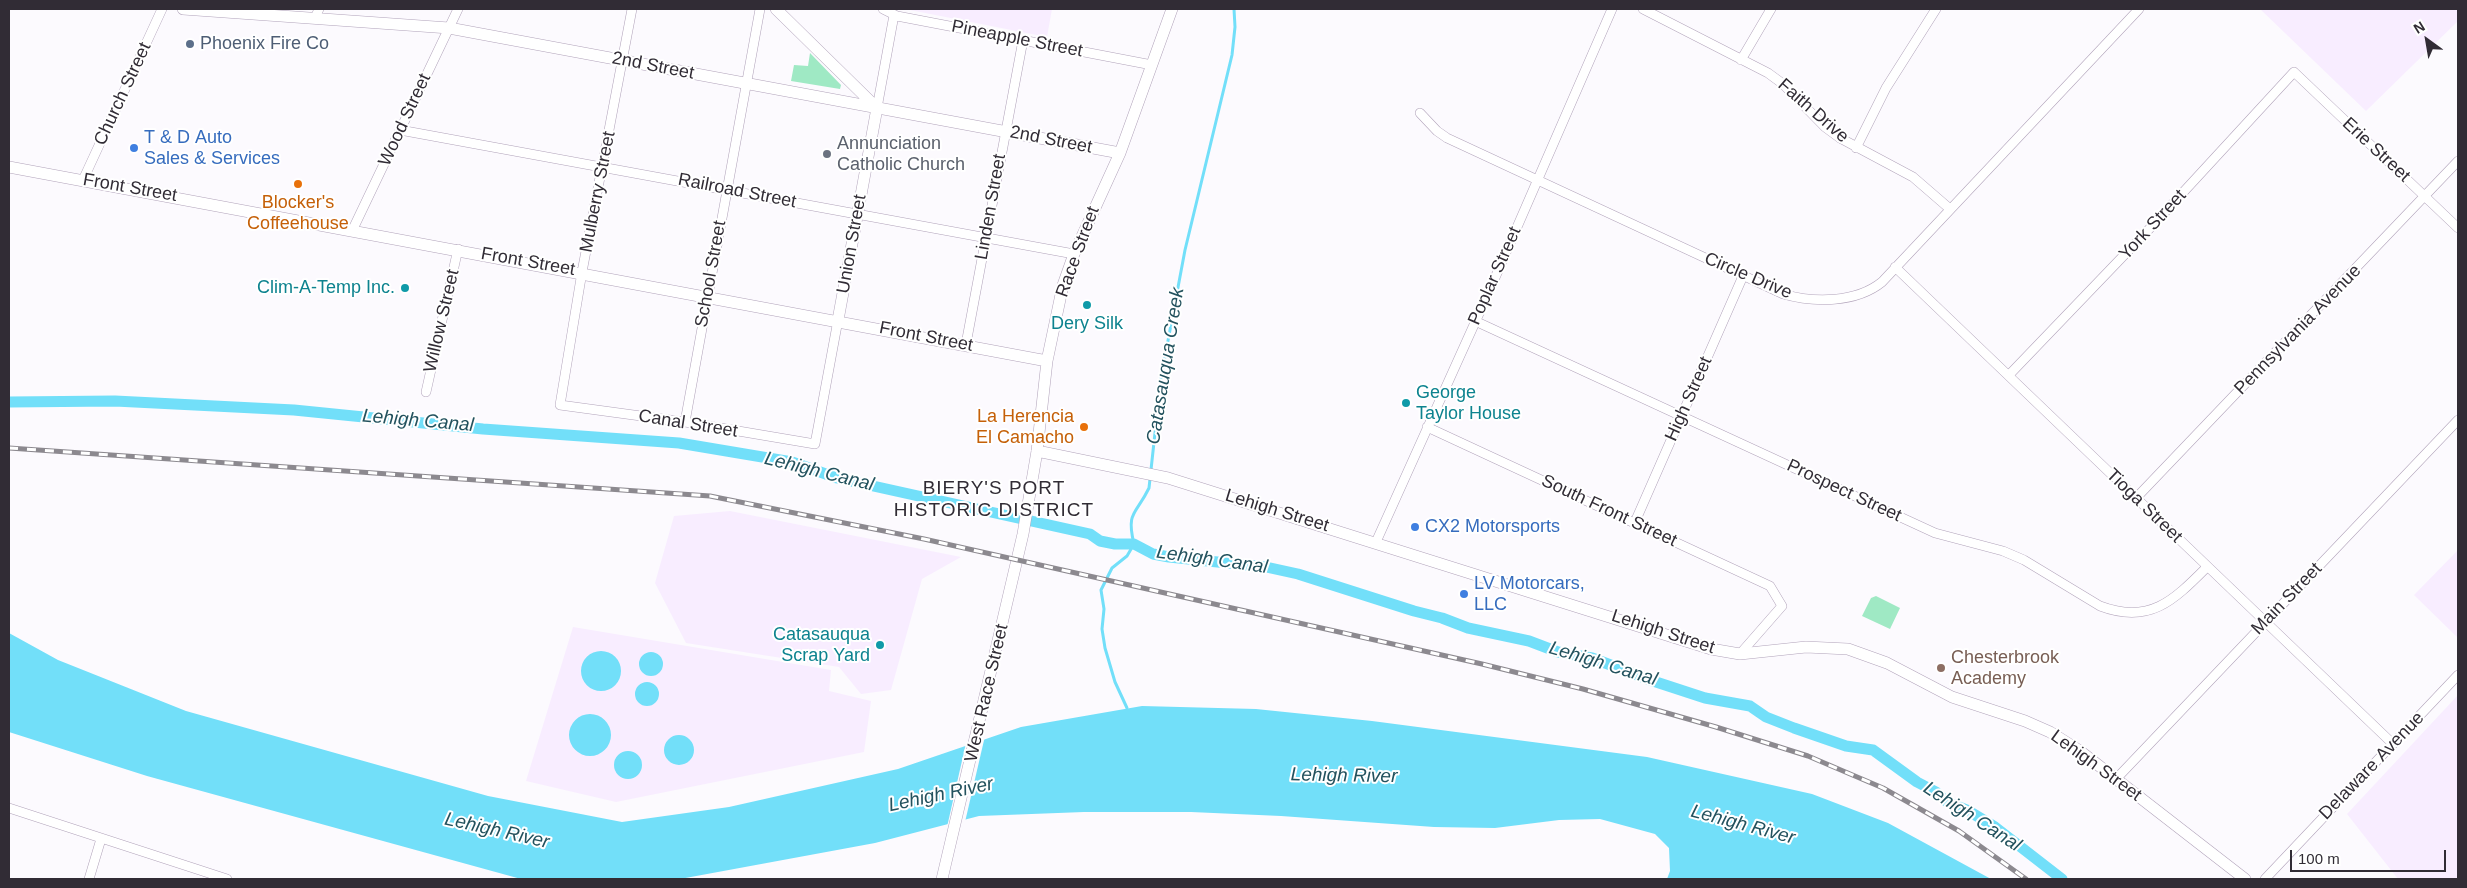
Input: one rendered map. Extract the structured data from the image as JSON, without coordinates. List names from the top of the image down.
{
  "streets": {
    "main road": [
      "2nd Street",
      "Front Street",
      "Union Street",
      "Race Street",
      "Lehigh Street",
      "West Race Street"
    ],
    "street": [
      "Pineapple Street",
      "Church Street",
      "Faith Drive",
      "Wood Street",
      "Erie Street",
      "Railroad Street",
      "Mulberry Street",
      "Linden Street",
      "York Street",
      "School Street",
      "Poplar Street",
      "Circle Drive",
      "Willow Street",
      "Pennsylvania Avenue",
      "High Street",
      "Canal Street",
      "Prospect Street",
      "Tioga Street",
      "South Front Street",
      "Main Street",
      "Delaware Avenue"
    ]
  },
  "crossings": [
    ["Pineapple Street", "Linden Street"],
    ["Pineapple Street", "Union Street"],
    ["Pineapple Street", "Race Street"],
    ["2nd Street", "Wood Street"],
    ["2nd Street", "Mulberry Street"],
    ["2nd Street", "Linden Street"],
    ["2nd Street", "Union Street"],
    ["2nd Street", "Race Street"],
    ["2nd Street", "School Street"],
    ["Church Street", "Front Street"],
    ["Faith Drive", "Circle Drive"],
    ["Wood Street", "Front Street"],
    ["Wood Street", "Railroad Street"],
    ["Erie Street", "York Street"],
    ["Erie Street", "Pennsylvania Avenue"],
    ["Front Street", "Mulberry Street"],
    ["Front Street", "Linden Street"],
    ["Front Street", "Union Street"],
    ["Front Street", "Race Street"],
    ["Front Street", "School Street"],
    ["Front Street", "Willow Street"],
    ["Railroad Street", "Mulberry Street"],
    ["Railroad Street", "Linden Street"],
    ["Railroad Street", "Union Street"],
    ["Railroad Street", "Race Street"],
    ["Railroad Street", "School Street"],
    ["Mulberry Street", "Canal Street"],
    ["York Street", "Tioga Street"],
    ["Union Street", "Canal Street"],
    ["Race Street", "Lehigh Street"],
    ["Race Street", "West Race Street"],
    ["School Street", "Canal Street"],
    ["Poplar Street", "Circle Drive"],
    ["Poplar Street", "Prospect Street"],
    ["Poplar Street", "Lehigh Street"],
    ["Poplar Street", "South Front Street"],
    ["Circle Drive", "High Street"],
    ["Circle Drive", "Tioga Street"],
    ["Pennsylvania Avenue", "Tioga Street"],
    ["High Street", "Prospect Street"],
    ["High Street", "South Front Street"],
    ["Prospect Street", "Tioga Street"],
    ["Tioga Street", "Main Street"],
    ["Tioga Street", "Delaware Avenue"],
    ["Lehigh Street", "South Front Street"],
    ["Lehigh Street", "Main Street"]
  ],
  "districts": ["BIERY'S PORT HISTORIC DISTRICT"],
  "water": ["Catasauqua Creek", "Lehigh Canal", "Lehigh River"],
  "places": [
    "Phoenix Fire Co",
    "T & D Auto Sales & Services",
    "Annunciation Catholic Church",
    "Blocker's Coffeehouse",
    "Clim-A-Temp Inc.",
    "Dery Silk",
    "George Taylor House",
    "La Herencia El Camacho",
    "CX2 Motorsports",
    "LV Motorcars, LLC",
    "Catasauqua Scrap Yard",
    "Chesterbrook Academy"
  ],
  "scale_bar": "100 m",
  "north": "top left"
}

## [ASSIGNMENT]
Locate the string "West" in the listing above and copy every line where it occurs.

## [PROBLEM SOLUTION]
      "West Race Street"
    ["Race Street", "West Race Street"],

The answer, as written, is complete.